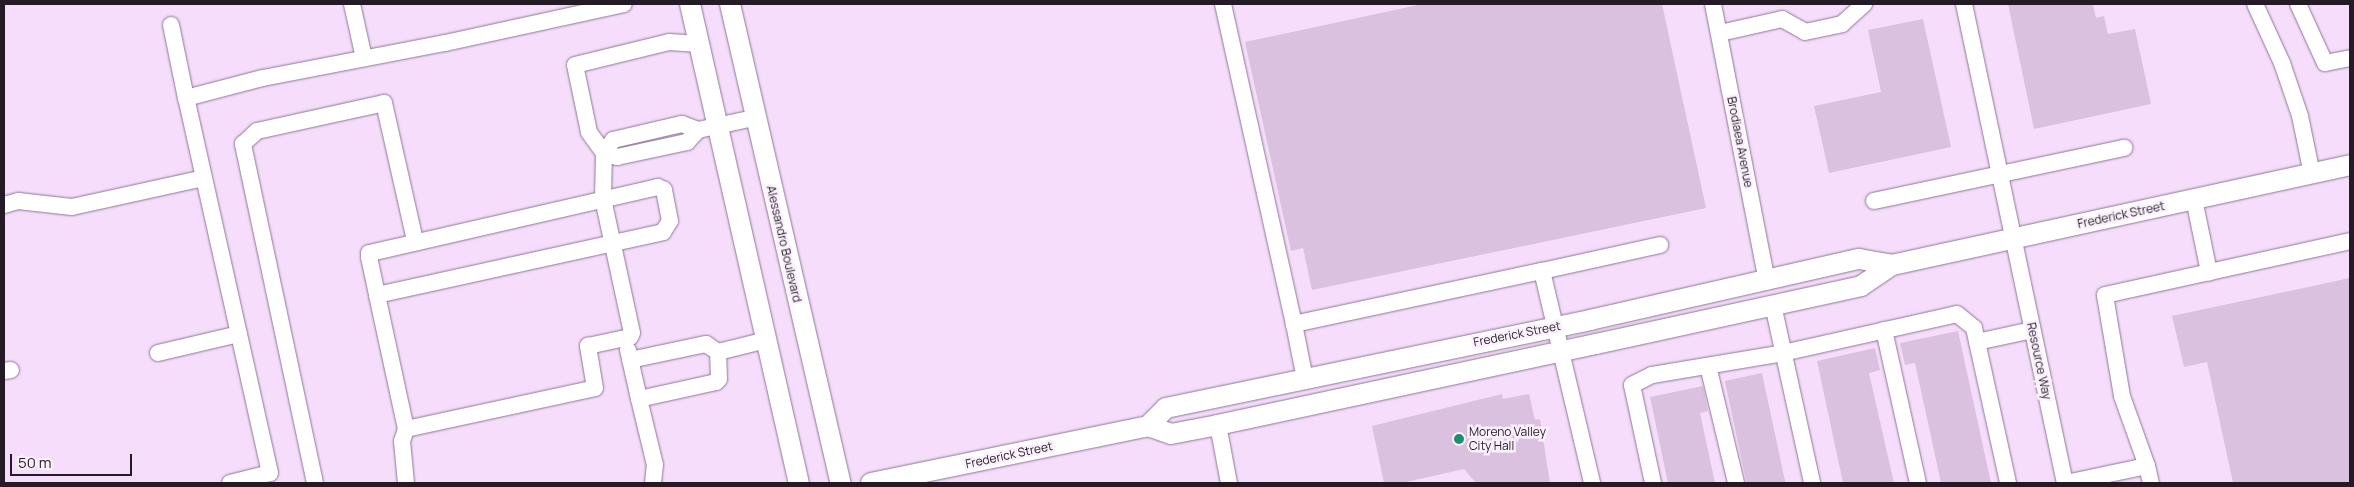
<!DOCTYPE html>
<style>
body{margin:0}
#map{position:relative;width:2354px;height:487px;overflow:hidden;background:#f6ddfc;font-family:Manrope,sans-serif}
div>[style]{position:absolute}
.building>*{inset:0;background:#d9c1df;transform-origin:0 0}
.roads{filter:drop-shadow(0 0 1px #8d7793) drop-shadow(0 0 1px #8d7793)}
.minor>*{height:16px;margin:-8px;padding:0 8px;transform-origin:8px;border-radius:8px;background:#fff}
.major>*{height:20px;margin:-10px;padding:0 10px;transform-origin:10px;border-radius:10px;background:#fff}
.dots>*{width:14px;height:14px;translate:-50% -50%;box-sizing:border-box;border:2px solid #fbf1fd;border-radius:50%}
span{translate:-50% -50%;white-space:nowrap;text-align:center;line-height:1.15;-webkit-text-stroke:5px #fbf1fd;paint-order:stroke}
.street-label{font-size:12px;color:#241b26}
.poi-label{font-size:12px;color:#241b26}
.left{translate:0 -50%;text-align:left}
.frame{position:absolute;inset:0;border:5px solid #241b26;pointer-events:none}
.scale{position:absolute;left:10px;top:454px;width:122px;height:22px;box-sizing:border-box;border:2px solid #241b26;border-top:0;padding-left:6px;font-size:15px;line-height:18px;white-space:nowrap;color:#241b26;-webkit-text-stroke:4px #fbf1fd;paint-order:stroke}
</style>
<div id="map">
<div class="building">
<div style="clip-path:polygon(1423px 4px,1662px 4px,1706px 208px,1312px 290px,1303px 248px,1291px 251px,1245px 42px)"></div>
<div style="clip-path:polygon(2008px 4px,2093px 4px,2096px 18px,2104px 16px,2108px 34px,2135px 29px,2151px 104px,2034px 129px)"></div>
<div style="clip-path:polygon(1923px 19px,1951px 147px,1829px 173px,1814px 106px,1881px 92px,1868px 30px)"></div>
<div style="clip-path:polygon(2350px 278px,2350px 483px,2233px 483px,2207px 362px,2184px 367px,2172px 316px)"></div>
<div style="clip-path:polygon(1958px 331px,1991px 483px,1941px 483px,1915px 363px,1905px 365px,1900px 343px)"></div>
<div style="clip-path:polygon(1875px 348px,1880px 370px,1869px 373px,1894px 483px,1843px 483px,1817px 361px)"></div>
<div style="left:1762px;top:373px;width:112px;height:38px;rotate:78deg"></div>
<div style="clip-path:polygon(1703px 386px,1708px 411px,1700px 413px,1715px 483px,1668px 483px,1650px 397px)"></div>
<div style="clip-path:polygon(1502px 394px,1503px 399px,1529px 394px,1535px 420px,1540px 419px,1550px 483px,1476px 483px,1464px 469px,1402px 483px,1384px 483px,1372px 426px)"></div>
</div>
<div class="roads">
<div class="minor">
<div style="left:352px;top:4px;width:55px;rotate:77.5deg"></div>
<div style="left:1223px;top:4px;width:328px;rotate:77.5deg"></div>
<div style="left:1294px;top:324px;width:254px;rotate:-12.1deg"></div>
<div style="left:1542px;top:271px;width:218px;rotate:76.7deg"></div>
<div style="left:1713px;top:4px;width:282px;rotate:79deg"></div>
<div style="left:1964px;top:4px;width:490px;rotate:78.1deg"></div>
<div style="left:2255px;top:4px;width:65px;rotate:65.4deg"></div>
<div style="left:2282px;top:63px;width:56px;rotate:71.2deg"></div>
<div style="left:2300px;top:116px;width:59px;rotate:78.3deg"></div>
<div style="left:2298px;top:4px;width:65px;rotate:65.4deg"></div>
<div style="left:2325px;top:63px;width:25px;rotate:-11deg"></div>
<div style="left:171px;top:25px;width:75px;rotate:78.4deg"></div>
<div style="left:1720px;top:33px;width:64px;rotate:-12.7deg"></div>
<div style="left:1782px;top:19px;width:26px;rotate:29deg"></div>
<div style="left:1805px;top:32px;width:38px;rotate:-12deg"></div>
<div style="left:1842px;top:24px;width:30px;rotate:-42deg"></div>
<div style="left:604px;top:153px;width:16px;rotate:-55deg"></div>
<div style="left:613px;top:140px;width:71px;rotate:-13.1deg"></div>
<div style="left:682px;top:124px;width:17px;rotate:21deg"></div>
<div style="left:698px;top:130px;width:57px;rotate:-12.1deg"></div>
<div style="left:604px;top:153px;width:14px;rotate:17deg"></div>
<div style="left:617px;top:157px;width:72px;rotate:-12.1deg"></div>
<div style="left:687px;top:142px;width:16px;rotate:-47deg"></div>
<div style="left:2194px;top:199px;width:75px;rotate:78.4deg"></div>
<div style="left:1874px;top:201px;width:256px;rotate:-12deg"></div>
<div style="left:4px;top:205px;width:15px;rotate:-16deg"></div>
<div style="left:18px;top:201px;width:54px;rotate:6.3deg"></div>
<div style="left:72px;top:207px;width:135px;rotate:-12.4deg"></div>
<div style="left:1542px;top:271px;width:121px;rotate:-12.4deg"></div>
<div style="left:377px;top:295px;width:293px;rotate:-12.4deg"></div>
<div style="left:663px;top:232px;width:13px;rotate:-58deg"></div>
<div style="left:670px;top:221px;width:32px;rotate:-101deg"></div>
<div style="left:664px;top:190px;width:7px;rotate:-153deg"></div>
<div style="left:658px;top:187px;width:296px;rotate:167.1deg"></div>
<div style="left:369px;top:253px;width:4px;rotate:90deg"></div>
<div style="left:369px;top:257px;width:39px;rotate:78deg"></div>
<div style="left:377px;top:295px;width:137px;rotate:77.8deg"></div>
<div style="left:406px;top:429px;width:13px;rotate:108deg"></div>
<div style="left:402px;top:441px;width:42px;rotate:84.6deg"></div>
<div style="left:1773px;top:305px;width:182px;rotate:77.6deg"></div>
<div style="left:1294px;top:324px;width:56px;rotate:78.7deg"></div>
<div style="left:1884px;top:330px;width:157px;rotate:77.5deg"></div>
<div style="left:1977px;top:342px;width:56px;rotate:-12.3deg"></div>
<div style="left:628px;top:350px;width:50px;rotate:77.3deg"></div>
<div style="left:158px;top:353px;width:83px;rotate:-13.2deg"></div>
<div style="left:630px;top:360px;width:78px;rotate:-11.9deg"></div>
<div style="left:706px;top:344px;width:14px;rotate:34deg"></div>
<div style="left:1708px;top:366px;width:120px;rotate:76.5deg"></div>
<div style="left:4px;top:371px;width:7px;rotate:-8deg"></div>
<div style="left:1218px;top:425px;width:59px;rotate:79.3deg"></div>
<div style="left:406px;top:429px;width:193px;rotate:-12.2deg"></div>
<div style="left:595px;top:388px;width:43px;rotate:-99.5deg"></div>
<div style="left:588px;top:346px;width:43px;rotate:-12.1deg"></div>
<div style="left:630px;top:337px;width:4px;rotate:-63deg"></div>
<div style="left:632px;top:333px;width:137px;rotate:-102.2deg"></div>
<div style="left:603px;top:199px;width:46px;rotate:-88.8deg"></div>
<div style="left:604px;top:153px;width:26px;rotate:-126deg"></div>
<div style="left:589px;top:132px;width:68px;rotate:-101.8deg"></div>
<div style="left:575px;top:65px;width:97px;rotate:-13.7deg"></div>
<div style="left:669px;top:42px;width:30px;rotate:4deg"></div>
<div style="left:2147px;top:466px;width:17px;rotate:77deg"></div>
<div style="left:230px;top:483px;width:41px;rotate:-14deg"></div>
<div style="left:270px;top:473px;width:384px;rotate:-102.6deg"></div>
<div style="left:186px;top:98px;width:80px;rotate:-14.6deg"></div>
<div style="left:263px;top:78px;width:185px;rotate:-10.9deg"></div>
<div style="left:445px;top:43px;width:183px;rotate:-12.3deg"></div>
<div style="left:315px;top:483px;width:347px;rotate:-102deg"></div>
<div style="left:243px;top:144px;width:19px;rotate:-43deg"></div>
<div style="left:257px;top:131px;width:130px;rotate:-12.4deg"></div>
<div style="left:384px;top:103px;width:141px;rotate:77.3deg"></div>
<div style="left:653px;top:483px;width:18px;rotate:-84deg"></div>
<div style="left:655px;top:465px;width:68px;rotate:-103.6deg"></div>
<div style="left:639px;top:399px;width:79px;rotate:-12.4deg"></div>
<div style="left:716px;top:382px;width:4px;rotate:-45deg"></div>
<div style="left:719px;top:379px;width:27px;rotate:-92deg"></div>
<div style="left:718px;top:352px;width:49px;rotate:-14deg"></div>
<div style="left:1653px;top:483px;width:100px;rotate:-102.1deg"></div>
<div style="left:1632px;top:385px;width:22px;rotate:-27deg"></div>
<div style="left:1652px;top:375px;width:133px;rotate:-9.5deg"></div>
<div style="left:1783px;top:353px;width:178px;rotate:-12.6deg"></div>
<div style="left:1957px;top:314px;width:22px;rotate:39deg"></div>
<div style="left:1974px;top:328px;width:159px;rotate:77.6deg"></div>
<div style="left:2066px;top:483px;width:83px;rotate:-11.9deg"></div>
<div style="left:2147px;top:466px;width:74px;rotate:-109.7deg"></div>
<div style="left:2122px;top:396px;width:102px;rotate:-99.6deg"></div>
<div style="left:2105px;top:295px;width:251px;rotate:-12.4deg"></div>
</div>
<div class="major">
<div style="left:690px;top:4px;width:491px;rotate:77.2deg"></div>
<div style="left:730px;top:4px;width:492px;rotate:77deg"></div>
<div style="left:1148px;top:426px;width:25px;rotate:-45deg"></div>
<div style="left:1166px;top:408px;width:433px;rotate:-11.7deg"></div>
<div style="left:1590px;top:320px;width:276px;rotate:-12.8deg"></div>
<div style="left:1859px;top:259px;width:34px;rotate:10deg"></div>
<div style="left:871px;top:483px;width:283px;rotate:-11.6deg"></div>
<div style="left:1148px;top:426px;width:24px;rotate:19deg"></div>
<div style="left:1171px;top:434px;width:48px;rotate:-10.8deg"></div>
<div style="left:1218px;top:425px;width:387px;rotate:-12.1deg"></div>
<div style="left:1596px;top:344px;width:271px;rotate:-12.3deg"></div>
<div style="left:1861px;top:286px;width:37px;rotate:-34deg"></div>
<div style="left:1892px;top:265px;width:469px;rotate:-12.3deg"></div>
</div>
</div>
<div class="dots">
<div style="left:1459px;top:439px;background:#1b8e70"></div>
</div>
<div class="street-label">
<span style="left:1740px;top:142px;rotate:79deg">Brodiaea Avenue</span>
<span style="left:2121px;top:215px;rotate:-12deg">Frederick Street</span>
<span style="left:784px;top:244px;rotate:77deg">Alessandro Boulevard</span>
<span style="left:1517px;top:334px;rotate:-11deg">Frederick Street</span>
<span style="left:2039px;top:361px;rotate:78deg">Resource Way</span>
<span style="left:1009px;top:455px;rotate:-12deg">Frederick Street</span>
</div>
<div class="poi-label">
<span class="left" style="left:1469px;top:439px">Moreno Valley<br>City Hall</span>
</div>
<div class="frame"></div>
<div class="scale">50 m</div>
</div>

* * *

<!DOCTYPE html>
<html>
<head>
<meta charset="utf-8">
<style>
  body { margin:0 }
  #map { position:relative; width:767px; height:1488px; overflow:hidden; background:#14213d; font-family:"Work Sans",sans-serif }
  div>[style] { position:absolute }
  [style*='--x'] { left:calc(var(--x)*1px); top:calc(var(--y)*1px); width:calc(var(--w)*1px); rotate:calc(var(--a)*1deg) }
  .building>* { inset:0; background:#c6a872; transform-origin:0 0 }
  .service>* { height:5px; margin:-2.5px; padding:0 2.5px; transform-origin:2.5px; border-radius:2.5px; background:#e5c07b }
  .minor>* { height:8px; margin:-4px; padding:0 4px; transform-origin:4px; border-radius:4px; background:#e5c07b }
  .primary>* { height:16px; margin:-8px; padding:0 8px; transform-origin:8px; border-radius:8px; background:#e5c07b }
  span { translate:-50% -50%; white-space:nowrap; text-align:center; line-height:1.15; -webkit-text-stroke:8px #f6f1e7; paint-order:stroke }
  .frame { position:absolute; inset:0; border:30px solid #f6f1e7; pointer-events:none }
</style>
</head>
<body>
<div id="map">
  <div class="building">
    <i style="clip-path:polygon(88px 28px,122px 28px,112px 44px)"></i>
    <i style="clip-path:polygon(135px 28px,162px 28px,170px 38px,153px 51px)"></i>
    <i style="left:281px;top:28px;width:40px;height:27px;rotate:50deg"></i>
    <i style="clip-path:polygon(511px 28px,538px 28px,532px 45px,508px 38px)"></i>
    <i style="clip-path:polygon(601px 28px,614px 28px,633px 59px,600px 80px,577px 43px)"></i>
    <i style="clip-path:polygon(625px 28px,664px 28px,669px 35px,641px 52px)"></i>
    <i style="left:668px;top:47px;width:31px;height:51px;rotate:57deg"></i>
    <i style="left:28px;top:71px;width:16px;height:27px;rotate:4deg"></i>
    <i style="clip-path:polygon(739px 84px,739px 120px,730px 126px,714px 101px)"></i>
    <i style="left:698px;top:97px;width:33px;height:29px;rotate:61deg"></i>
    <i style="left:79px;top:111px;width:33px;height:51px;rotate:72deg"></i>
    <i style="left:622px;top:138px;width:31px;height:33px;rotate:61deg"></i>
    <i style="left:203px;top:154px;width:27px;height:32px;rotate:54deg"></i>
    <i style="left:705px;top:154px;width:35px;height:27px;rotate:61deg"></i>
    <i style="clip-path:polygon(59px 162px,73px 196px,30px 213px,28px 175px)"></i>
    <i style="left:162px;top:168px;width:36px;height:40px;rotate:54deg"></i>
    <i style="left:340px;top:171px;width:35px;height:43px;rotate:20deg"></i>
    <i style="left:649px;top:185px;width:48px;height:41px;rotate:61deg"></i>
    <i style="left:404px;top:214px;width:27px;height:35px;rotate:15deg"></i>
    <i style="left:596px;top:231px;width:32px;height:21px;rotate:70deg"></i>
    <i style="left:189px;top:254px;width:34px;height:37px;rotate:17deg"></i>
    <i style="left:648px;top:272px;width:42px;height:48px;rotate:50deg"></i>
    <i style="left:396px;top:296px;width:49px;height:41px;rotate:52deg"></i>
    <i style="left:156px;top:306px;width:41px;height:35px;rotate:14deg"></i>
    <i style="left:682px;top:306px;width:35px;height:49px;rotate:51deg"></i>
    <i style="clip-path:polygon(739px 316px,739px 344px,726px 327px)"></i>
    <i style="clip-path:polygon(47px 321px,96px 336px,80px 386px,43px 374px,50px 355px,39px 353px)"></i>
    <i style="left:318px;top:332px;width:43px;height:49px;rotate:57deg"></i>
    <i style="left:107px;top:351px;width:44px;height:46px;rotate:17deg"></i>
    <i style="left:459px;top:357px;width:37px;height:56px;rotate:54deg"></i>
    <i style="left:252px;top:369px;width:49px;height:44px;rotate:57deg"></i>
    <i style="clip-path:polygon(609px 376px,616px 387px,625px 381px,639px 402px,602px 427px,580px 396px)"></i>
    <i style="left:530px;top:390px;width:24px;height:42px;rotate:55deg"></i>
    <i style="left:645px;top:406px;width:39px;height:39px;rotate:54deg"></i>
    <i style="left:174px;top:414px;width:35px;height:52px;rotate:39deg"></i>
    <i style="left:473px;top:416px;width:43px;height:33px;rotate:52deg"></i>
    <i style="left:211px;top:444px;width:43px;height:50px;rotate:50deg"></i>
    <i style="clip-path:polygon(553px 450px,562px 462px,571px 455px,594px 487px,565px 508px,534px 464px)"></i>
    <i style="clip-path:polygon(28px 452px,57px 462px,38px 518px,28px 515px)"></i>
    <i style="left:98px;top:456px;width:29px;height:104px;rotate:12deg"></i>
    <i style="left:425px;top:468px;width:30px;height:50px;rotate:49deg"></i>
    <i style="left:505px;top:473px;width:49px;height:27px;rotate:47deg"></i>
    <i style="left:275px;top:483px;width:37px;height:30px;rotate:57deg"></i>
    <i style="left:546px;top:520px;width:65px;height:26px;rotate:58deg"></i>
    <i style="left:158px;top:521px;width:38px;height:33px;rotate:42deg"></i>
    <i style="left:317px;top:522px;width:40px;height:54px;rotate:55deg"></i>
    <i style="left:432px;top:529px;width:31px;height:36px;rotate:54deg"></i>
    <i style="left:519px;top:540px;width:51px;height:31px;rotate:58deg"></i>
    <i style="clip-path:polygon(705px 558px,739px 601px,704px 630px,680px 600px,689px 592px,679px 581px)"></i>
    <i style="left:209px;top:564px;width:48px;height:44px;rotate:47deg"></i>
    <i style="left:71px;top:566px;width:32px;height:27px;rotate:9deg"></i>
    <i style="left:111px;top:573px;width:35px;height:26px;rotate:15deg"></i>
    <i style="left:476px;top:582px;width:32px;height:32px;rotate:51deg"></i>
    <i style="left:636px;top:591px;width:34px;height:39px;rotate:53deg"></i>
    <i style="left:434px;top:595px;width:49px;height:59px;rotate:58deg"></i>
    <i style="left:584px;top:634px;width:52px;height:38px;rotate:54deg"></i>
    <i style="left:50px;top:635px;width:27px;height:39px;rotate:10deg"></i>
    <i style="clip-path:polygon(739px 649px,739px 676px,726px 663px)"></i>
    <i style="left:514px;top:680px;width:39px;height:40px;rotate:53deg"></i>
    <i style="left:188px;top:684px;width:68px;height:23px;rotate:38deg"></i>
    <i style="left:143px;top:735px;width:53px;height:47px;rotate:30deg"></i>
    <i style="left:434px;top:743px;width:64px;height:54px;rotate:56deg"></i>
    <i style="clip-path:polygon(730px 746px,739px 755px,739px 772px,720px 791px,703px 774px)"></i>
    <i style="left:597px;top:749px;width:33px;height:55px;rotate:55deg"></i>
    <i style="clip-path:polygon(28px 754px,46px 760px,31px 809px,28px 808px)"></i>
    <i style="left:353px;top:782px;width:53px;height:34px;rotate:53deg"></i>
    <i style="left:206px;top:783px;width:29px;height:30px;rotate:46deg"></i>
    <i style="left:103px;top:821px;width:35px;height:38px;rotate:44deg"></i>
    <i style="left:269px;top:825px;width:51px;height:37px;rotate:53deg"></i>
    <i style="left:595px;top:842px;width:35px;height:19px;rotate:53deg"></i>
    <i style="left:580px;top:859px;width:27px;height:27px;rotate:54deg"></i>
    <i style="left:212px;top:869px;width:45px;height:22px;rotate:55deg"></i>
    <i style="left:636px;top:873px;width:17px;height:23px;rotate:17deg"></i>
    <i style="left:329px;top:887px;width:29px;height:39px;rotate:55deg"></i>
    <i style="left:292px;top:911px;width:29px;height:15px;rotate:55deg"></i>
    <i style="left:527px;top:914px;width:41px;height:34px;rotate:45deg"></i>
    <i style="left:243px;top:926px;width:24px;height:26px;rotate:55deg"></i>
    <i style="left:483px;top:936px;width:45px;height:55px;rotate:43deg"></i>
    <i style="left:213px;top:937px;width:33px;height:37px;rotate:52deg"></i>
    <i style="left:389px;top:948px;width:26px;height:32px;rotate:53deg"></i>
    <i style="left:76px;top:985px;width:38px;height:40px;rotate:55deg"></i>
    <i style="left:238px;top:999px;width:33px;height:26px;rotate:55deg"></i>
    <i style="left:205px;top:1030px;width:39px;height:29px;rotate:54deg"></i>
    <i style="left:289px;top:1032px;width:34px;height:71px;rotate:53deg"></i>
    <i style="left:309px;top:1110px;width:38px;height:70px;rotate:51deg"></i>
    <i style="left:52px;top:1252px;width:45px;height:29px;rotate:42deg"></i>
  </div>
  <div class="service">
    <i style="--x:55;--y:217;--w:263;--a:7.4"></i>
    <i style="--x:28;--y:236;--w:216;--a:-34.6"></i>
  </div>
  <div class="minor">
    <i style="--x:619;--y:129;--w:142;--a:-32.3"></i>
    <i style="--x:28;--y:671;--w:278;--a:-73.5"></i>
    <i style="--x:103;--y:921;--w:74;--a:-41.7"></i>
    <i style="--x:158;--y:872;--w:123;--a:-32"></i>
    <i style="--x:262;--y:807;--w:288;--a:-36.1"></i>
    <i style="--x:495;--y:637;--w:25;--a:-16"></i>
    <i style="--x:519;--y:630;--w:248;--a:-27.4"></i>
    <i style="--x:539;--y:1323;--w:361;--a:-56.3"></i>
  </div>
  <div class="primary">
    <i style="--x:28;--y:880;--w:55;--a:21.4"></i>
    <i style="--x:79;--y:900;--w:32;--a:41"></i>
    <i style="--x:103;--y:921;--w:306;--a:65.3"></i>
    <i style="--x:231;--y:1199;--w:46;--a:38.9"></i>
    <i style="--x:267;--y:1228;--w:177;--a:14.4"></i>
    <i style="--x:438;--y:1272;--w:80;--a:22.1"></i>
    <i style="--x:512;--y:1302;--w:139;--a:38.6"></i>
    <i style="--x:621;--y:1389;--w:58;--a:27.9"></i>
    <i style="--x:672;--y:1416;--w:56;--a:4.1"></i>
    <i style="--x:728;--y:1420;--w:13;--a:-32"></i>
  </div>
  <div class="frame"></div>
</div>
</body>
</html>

- Prompt: Report how many lines of the data above hold the string "relative". Nothing else belongs in the answer.

- Expected output: 2